§ **WHAT IS NEEDED**
Using the records that follow, work out how many lines hold the string "rendered" and provide that number only.

>>

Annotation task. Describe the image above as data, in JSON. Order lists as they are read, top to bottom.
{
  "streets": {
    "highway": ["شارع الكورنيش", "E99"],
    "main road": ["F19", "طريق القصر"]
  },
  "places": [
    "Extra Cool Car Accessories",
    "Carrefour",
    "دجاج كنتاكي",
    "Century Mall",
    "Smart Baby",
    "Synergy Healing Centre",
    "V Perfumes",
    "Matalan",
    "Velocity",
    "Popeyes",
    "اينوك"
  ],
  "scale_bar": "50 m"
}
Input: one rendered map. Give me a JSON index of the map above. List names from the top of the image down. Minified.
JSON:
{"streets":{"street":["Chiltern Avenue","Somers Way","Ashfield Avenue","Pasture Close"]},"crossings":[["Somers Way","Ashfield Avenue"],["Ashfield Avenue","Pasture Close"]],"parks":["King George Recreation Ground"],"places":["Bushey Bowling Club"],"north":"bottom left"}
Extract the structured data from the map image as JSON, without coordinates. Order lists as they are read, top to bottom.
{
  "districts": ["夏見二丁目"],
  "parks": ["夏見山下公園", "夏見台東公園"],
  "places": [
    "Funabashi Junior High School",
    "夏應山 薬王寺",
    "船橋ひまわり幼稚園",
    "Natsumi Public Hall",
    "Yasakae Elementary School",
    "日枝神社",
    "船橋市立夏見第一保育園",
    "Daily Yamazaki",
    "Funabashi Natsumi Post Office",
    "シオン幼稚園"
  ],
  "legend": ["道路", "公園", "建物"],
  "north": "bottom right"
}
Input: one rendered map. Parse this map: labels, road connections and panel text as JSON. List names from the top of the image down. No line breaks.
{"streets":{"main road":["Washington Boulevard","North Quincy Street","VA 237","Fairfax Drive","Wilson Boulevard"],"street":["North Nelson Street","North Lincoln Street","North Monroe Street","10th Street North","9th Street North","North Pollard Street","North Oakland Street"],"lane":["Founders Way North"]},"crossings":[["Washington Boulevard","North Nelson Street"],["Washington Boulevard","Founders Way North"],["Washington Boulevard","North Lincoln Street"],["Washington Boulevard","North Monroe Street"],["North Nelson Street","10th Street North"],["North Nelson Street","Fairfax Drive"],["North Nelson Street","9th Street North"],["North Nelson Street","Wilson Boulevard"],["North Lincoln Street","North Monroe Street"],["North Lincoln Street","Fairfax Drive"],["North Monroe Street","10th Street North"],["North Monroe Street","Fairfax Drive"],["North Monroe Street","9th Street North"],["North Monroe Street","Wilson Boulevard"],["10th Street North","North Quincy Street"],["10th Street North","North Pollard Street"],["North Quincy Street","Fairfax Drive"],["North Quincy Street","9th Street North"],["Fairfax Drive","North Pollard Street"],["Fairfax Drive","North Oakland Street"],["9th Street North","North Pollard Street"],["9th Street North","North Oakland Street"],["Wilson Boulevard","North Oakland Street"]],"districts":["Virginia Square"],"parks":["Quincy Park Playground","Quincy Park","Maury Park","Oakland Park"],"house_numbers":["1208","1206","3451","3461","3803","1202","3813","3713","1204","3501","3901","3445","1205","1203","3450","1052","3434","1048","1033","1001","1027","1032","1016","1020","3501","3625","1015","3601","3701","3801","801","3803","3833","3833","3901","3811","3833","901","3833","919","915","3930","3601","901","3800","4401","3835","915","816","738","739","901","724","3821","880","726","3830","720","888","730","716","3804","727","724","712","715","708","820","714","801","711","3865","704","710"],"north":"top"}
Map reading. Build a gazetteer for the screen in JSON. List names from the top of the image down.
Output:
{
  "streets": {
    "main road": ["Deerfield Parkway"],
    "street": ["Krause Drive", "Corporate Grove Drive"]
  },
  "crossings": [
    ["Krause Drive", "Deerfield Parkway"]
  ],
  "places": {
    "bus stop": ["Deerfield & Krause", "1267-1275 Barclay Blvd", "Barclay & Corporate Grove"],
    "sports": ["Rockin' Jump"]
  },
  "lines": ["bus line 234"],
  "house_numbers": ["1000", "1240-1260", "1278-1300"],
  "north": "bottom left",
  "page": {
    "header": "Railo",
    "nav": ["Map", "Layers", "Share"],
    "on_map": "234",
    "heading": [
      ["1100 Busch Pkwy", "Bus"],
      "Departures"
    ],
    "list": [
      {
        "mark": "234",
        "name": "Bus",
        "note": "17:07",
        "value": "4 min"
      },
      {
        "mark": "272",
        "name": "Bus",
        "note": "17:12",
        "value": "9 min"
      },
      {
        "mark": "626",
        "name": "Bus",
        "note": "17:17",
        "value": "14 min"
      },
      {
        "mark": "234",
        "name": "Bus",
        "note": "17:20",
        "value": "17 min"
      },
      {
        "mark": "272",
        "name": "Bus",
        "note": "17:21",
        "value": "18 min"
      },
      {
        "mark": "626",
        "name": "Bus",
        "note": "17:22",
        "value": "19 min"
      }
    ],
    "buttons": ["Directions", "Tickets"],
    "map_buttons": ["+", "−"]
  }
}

<<

§ **REPLY**
2